Economic liberalization. Human rights. Currency valuation. Tibet. Piracy. China draws a clear line in the sand. Washington shows that its line is movable. Hardly a recipe for long-term American success.
America, while seeking to engage with China based on mutual interest and mutual respect, must regain the strength of its convictions, especially when China seeks to undermine U.S. power and international norms.
Some say taking a tougher line with Beijing will encourage China to grow strong outside the existing world order. This misses the fact that it is in China’s long-term interest not to alienate itself from the global community, and that pandering to Chinese “sensitivities” rewards Beijing for its recalcitrance. It also gives China a crucial psychological edge: leaving Beijing with the sense that what it wills, it will get, and Washington (not to mention key allies) with the false impression that China can’t be controlled, that the only way to end stalemates with China is to back down.

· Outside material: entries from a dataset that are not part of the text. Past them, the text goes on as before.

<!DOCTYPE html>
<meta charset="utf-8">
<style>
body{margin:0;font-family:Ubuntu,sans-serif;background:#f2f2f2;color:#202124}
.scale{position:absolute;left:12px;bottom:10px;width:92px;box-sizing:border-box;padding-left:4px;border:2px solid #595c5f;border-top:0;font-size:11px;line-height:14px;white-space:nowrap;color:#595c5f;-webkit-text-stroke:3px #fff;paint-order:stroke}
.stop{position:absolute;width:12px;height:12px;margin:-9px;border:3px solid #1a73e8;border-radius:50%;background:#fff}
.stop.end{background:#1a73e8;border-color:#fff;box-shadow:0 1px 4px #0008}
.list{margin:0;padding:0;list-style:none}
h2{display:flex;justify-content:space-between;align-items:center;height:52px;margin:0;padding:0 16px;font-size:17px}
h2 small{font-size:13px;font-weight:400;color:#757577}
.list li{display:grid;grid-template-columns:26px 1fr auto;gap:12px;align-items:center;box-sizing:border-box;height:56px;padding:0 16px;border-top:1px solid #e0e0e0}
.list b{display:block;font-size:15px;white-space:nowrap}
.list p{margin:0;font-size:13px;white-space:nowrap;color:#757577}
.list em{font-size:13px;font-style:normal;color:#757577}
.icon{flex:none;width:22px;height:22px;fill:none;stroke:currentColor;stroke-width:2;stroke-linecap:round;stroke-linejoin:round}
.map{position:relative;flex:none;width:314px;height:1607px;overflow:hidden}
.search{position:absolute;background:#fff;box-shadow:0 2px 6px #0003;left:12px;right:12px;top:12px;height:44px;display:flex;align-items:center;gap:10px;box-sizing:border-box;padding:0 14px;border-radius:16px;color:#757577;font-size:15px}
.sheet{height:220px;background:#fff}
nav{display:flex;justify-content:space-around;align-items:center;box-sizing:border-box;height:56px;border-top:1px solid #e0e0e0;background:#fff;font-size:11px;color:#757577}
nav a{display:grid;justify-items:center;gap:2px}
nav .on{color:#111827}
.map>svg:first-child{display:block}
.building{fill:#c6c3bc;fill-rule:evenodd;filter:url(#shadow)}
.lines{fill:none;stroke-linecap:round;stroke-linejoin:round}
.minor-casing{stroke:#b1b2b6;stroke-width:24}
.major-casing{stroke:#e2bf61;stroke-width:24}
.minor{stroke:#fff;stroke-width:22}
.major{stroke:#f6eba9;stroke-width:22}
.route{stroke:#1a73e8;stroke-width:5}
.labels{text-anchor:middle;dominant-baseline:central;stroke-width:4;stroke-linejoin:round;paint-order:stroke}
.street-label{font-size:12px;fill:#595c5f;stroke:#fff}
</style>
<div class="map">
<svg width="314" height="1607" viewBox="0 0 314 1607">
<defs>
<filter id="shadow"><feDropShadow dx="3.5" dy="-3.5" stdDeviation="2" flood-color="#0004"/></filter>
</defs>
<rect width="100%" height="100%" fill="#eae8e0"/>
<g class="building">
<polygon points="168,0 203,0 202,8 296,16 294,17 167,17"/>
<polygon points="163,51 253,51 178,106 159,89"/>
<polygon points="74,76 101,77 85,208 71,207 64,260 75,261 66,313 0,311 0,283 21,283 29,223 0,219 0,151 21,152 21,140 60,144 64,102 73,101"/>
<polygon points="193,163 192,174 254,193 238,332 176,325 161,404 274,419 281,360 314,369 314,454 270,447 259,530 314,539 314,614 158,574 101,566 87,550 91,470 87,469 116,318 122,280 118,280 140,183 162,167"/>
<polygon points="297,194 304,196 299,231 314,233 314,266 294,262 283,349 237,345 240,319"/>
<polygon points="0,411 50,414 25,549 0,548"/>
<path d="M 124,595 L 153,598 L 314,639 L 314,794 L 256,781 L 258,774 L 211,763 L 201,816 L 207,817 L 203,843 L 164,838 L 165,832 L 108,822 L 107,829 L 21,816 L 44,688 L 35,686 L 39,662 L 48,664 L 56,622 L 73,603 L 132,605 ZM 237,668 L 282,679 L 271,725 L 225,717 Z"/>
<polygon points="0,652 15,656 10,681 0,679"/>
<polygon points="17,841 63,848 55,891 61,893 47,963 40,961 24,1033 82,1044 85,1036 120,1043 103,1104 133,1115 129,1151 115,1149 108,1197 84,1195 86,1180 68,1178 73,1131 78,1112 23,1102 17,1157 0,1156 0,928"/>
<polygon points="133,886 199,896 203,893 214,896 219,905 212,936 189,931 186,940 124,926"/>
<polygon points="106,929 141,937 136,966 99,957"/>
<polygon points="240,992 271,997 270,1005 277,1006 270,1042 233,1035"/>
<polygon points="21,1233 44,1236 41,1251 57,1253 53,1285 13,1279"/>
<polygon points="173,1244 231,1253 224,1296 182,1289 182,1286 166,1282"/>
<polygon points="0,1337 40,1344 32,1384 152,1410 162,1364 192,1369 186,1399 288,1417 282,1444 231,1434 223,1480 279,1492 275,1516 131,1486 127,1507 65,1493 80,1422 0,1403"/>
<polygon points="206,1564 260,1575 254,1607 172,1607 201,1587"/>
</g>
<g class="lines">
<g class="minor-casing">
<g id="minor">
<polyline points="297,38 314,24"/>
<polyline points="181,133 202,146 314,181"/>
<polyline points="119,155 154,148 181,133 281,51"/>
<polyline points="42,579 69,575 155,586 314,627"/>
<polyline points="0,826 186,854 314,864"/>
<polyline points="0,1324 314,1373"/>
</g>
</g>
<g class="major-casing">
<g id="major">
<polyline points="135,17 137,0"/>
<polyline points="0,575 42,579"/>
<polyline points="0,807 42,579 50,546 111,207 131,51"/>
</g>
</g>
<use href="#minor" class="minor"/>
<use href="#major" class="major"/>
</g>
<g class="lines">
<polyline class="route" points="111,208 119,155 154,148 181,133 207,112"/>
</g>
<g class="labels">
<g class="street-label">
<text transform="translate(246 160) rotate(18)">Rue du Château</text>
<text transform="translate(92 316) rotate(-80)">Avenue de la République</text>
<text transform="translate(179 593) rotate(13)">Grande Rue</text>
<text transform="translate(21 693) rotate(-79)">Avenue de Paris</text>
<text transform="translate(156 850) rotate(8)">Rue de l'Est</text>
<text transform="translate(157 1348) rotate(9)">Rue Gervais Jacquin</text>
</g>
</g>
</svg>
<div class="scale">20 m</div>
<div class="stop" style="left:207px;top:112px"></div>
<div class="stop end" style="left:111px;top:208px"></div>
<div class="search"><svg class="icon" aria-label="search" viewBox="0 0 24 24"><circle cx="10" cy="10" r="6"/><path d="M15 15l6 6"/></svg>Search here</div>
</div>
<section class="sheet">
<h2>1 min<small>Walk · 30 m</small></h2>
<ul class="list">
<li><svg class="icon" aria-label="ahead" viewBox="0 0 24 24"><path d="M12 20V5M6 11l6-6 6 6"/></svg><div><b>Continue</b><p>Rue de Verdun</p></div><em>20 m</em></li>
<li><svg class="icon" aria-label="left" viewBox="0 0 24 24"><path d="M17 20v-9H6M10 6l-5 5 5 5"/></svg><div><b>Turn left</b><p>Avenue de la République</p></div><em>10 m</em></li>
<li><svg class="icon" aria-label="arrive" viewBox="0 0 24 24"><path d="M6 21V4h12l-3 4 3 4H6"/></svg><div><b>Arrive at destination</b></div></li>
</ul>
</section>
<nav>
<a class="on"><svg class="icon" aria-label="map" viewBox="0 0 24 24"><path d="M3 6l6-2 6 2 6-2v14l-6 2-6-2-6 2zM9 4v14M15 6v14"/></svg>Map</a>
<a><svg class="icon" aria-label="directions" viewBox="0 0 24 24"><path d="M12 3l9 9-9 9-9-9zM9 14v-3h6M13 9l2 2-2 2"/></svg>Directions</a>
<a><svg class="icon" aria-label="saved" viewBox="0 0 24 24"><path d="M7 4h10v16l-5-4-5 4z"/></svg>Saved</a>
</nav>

It’s time this fatalistic approach is replaced with a sustained action-oriented ethic that short of seeking confrontation is not afraid of it either. The bilateral relationship can’t be fruitful for Washington otherwise.
At a minimum the U.S. should press China harder at the policy level over key breaches of international norms.

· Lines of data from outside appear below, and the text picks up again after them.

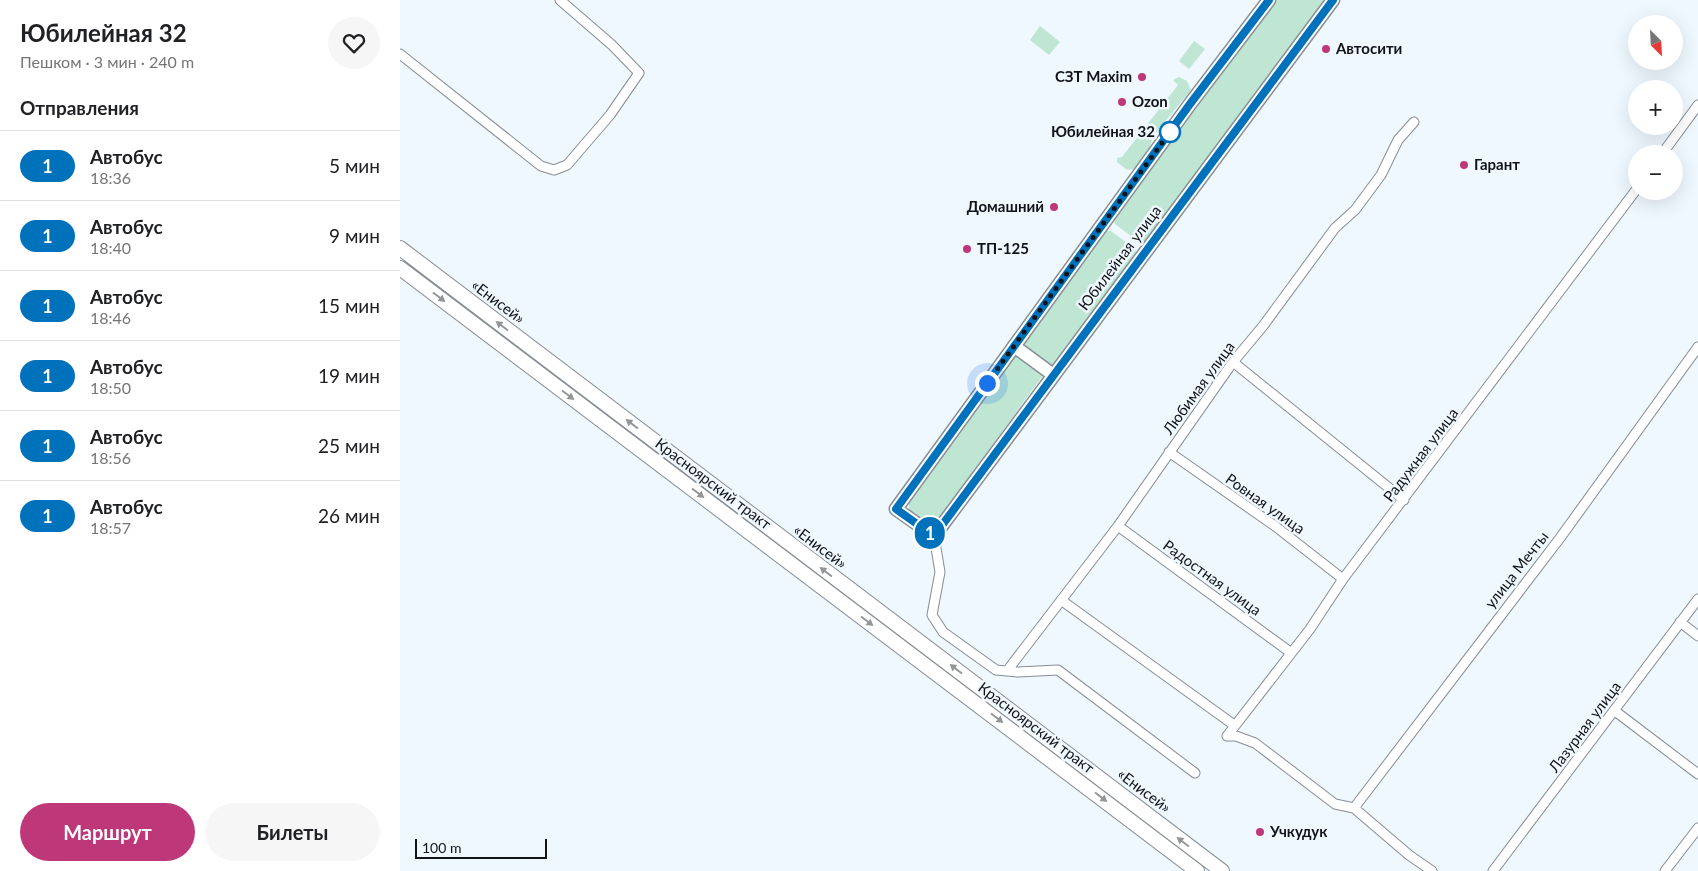 <!DOCTYPE html>
<html lang="ru">
<head>
<meta charset="utf-8">
<style>
  body { margin:0; font-family:Lato,sans-serif; background:#f6f6f6; color:#202124; height:100vh; display:flex; flex-direction:column; font-size:19px; white-space:nowrap }
  * { box-sizing:border-box; margin:0 }
  p { font-size:16px; color:#757577 }
  .icon { flex:none; width:28px; height:28px; fill:none; stroke:currentColor; stroke-width:2; stroke-linecap:round; stroke-linejoin:round }
  .map { position:relative; flex:1; overflow:hidden }
  .side { display:flex; flex-direction:column; background:#fff; width:400px }
  .side>* { flex:none }
  .badge { padding:0 10px; border-radius:16px; font-size:18px; line-height:32px }
  .needle { width:32px; rotate:156deg }
  .buttons { position:absolute; left:1228px; top:15px; display:grid; gap:10px }
  .buttons a { display:grid; place-items:center; width:55px; height:55px; border-radius:50%; background:#fff; box-shadow:0 5px 20px #0002; font-size:25px }
  .scale { position:absolute; left:15px; bottom:12px; width:132px; box-sizing:border-box; padding-left:5px; border:2px solid #111416; border-top:0; font-size:14px; line-height:18px; white-space:nowrap; color:#111416; -webkit-text-stroke:4px #eff7ff; paint-order:stroke }
  .you { position:absolute; width:25px; height:25px; margin:-12px; border:4px solid #fff; border-radius:50%; background:#1a73e8; box-shadow:0 0 0 8px #1a73e833 }
  .map>.badge { position:absolute; translate:-50% -50%; box-shadow:0 0 0 2px #fff }
  h2 { padding:0 20px; font-size:19px; line-height:45px }
  .round { display:grid; place-items:center; flex:none; width:52px; height:52px; border-radius:26px; background:#f6f6f6 }
  .summary { display:flex; align-items:center; justify-content:space-between; height:85px; padding:0 20px }
  h1 { font-size:24px; font-weight:700; line-height:38px }
  .button { display:flex; gap:10px; margin-top:auto; padding:10px 20px }
  .button a { flex:1; height:58px; border-radius:30px; background:#bd3779; color:#fff; font-size:20px; font-weight:700; line-height:58px; text-align:center }
  .button a+a { background:#f6f6f6; color:#202124 }
  ul { padding:0; list-style:none }
  li { display:flex; align-items:center; gap:15px; height:70px; padding:0 20px; border-top:1px solid #e0e0e0 }
  li div { flex:1 }
  li b { display:block; font-size:19px }
  li em { font-style:normal }
  li .badge { min-width:55px; font-weight:700; text-align:center }
  main { display:flex; flex:1; min-height:0 }
  .map>svg:first-child { display:block }
  .green { fill:#bfe6d2 }
  .lines { fill:none; stroke-linecap:round; stroke-linejoin:round }
  .minor-casing { stroke:#868d94; stroke-width:11 }
  .secondary-casing { stroke:#868d94; stroke-width:15 }
  .trunk-casing { stroke:#868d94; stroke-width:16 }
  .minor { stroke:#fff; stroke-width:9 }
  .secondary { stroke:#fff; stroke-width:12 }
  .trunk { stroke:#fff; stroke-width:14 }
  .oneway { fill:#949596 }
  .line-casing { stroke:#fff; stroke-width:11 }
  .line { stroke:#0072bc; stroke-width:8 }
  .walk { stroke:#111416; stroke-width:5; stroke-dasharray:0 9 }
  .poi-dot { fill:#bd3779; stroke:#eff7ff; stroke-width:2 }
  .stop-dot { fill:#fff; stroke:#0072bc; stroke-width:2.5 }
  .labels { text-anchor:middle; stroke-width:5; stroke-linejoin:round; paint-order:stroke }
  .poi-label { font-size:15px; font-weight:bold; fill:#111416; stroke:#eff7ff; text-anchor:start }
  .stop-label { font-size:15px; font-weight:bold; fill:#111416; stroke:#eff7ff; text-anchor:end }
  .street-label { font-size:15px; fill:#111416; stroke:#eff7ff }
</style>
</head>
<body>
<main>
<section class="side">
<div class="summary"><div><h1>Юбилейная 32</h1><p>Пешком · 3 мин · 240 m</p></div><a class="round"><svg class="icon" aria-label="heart" viewBox="0 0 24 24"><path d="M12 20l-8-8c-3-5 5-10 8-4 3-6 11-1 8 4z"/></svg></a></div>
<h2>Отправления</h2>
<ul>
<li><span class="badge" style="background:#0072bc;color:#fff">1</span><div><b>Автобус</b><p>18:36</p></div><em>5 мин</em></li>
<li><span class="badge" style="background:#0072bc;color:#fff">1</span><div><b>Автобус</b><p>18:40</p></div><em>9 мин</em></li>
<li><span class="badge" style="background:#0072bc;color:#fff">1</span><div><b>Автобус</b><p>18:46</p></div><em>15 мин</em></li>
<li><span class="badge" style="background:#0072bc;color:#fff">1</span><div><b>Автобус</b><p>18:50</p></div><em>19 мин</em></li>
<li><span class="badge" style="background:#0072bc;color:#fff">1</span><div><b>Автобус</b><p>18:56</p></div><em>25 мин</em></li>
<li><span class="badge" style="background:#0072bc;color:#fff">1</span><div><b>Автобус</b><p>18:57</p></div><em>26 мин</em></li>
</ul>
<div class="button"><a>Маршрут</a><a>Билеты</a></div>
</section>
<div class="map">
<svg width="1298" height="871" viewBox="0 0 1298 871">
  <rect width="100%" height="100%" fill="#eff7ff"/>
  <path class="green" d="M876 0H926L745 242 740 243 715 224 714 218Z
    M640 26 660 42 649 55 630 40Z
    M794 41 805 49 789 69 779 61Z
    M779 77 787 81 791 90 753 136 749 150 734 169 727 170 717 162V158L722 157 778 85 773 80Z
    M706 231H711L735 249 736 254 653 364H648L625 348V342Z
    M617 354 644 374 536 522 529 525 509 510V503Z"/>
  <g class="lines">
    <defs>
      <path id="minor" d="M0 54 141 166 154 170 167 165 210 115 239 73 212 45 160 0
        M1262 154 1298 105
        M833 362 1004 500
        M769 452 875 526 943 579
        M718 526 890 652
        M534 536 540 572 532 615 543 632 596 670 618 672 658 670 795 773
        M661 600 834 725
        M1280 622 1298 636
        M607 671 718 526 833 362 863 326 935 228 955 210 981 175 998 140 1014 122
        M1215 711 1298 774
        M827 736 910 629 943 579 1236 190
        M827 736H836L855 743 935 804 954 808 1009 855 1032 871
        M954 808 1160 538 1298 347
        M1093 871 1298 599
        M1265 871 1298 828"/>
      <path id="secondary" d="M869 0 790 104 496 509 534 536 933 0
        M614 346 652 374"/>
      <path id="trunk" d="M0 248 822 871
        M0 268 797 871"/>
    </defs>
    <use href="#minor" class="minor-casing"/>
    <use href="#secondary" class="secondary-casing"/>
    <use href="#trunk" class="trunk-casing"/>
    <use href="#minor" class="minor"/>
    <use href="#secondary" class="secondary"/>
    <use href="#trunk" class="trunk"/>
  </g>
  <defs><path id="oneway-solid" d="M-6-.8H1V-3.2L6.5 0L1 3.2V.8H-6Z" transform="scale(1.25)"/></defs>
  <g class="oneway">
    <use href="#oneway-solid" transform="translate(39 297) rotate(37)"/>
    <use href="#oneway-solid" transform="translate(102 326) rotate(-143)"/>
    <use href="#oneway-solid" transform="translate(168 395) rotate(37)"/>
    <use href="#oneway-solid" transform="translate(232 424) rotate(-143)"/>
    <use href="#oneway-solid" transform="translate(298 493) rotate(37)"/>
    <use href="#oneway-solid" transform="translate(426 572) rotate(-143)"/>
    <use href="#oneway-solid" transform="translate(467 621) rotate(37)"/>
    <use href="#oneway-solid" transform="translate(556 669) rotate(-143)"/>
    <use href="#oneway-solid" transform="translate(597 718) rotate(37)"/>
    <use href="#oneway-solid" transform="translate(701 797) rotate(37)"/>
    <use href="#oneway-solid" transform="translate(783 842) rotate(-143)"/>
  </g>
  <g class="lines">
    <defs>
      <path id="line" d="M869 0 790 104 496 509 534 536 933 0"/>
    </defs>
    <use href="#line" class="line-casing"/>
    <use href="#line" class="line"/>
    <path class="walk" d="M587 383 770 132"/>
  </g>
  <g class="poi-dot">
    <circle cx="926" cy="49" r="5"/>
    <circle cx="742" cy="77" r="5"/>
    <circle cx="722" cy="102" r="5"/>
    <circle cx="1064" cy="165" r="5"/>
    <circle cx="654" cy="207" r="5"/>
    <circle cx="567" cy="249" r="5"/>
    <circle cx="860" cy="832" r="5"/>
  </g>
  <circle class="stop-dot" cx="770" cy="132" r="10"/>
  <g class="labels">
    <g class="poi-label">
      <text x="936" y="54">Автосити</text>
      <text x="732" y="82" text-anchor="end">СЗТ Maxim</text>
      <text x="732" y="107">Ozon</text>
      <text x="1074" y="170">Гарант</text>
      <text x="644" y="212" text-anchor="end">Домашний</text>
      <text x="577" y="254">ТП-125</text>
      <text x="870" y="837">Учкудук</text>
    </g>
    <g class="stop-label">
      <text x="755" y="137">Юбилейная 32</text>
    </g>
    <g class="street-label">
      <text transform="translate(720 258) rotate(-53)" y="5">Юбилейная улица</text>
      <text transform="translate(98 302) rotate(37)" y="5">«Енисей»</text>
      <text transform="translate(799 388) rotate(-54)" y="5">Любимая улица</text>
      <text transform="translate(1021 455) rotate(-53)" y="5">Радужная улица</text>
      <text transform="translate(313 484) rotate(37)" y="5">Красноярский тракт</text>
      <text transform="translate(865 504) rotate(35)" y="5">Ровная улица</text>
      <text transform="translate(420 547) rotate(37)" y="5">«Енисей»</text>
      <text transform="translate(1117 570) rotate(-52)" y="5">улица Мечты</text>
      <text transform="translate(812 578) rotate(36)" y="5">Радостная улица</text>
      <text transform="translate(1185 727) rotate(-53)" y="5">Лазурная улица</text>
      <text transform="translate(636 728) rotate(37)" y="5">Красноярский тракт</text>
      <text transform="translate(744 791) rotate(37)" y="5">«Енисей»</text>
    </g>
  </g>
</svg>
<div class="buttons">
<a><svg class="needle" viewBox="-14 -14 28 28"><path d="M0-13l5 13h-10z" fill="#e53935"/><path d="M0 13l5-13h-10z" fill="#757577"/></svg></a>
<a>+</a>
<a>−</a>
</div>
<div class="scale">100 m</div>
<div class="you" style="left:587px;top:383px"></div>
<b class="badge" style="left:530px;top:533px;background:#0072bc;color:#fff">1</b>
</div>
</main>
</body>
</html>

It would behoove Washington here to apply pressure in areas where there is strong global consensus, such as Darfur, North Korea, Burma and Iran. Where China clashes with the West but cedes the moral high ground in the eyes of global opinion, it will isolate itself and risk doing damage to its long-term credibility.
Washington should also select areas where China can’t convincingly use delay tactics to postpone results. Where Washington can fairly expect real-time results, it will be more justified in seeking to penalize China for its shortcomings and should find it easier to garner multilateral support for the cause. Copyright infringement would fit the bill. China says it’s at a loss to manage the problem. But if it can carefully monitor its estimated 300 million internet users, or rid Beijing streets of “undesirable” elements in the run up to the Olympics, then it is not unreasonable to insist on faster results on piracy.
Meanwhile, Washington must abandon the assumption that it needs China to tackle the world’s most pressing problems, from the global economic crisis to nuclear proliferation. It would help to have Beijing on board. But just as America did not need the Soviet Union’s cooperation but formed other alliances to defeat communism, it does not need China’s assistance to effectively lead in the 21st century. Failure to make the distinction restricts Washington at the decision-making level and will erode American power and effectiveness.
Notwithstanding what the Bush years revealed about the limits of U.S. power, Washington maintains myriad tools at its disposal to affect positive change. Under President Barack Obama, old and new alliances are ready to be nurtured, while America’s political, economic and cultural appeal, i.e. soft power, outranks China’s, even in China’s traditional sphere of influence of Asia, according to a study by the Chicago Council. Indeed much of the world remains distrustful of Beijing’s intentions and takes little comfort in its rapid military buildup. China will feed those suspicions should it continue to shield pariah states and impede progress in areas like human rights, global security and the environment.
China has another reason to cooperate with Washington and that is economic dependence. Not to advocate isolationism but a trade war would hurt China’s low-tech, manufacturing-based economy more than it would America’s—a point all but recognized by Beijing when at the recent G20 London summit it was the loudest opponent of protectionism.
In sum, the U.S. is playing with a better hand than it supposes and must make fuller use of it. In keeping with its multilateral ideals, America should make room for China at the table of nations, while making it clear that Beijing will not be rewarded for trying to elbow its way through the crowded room to the head of the table.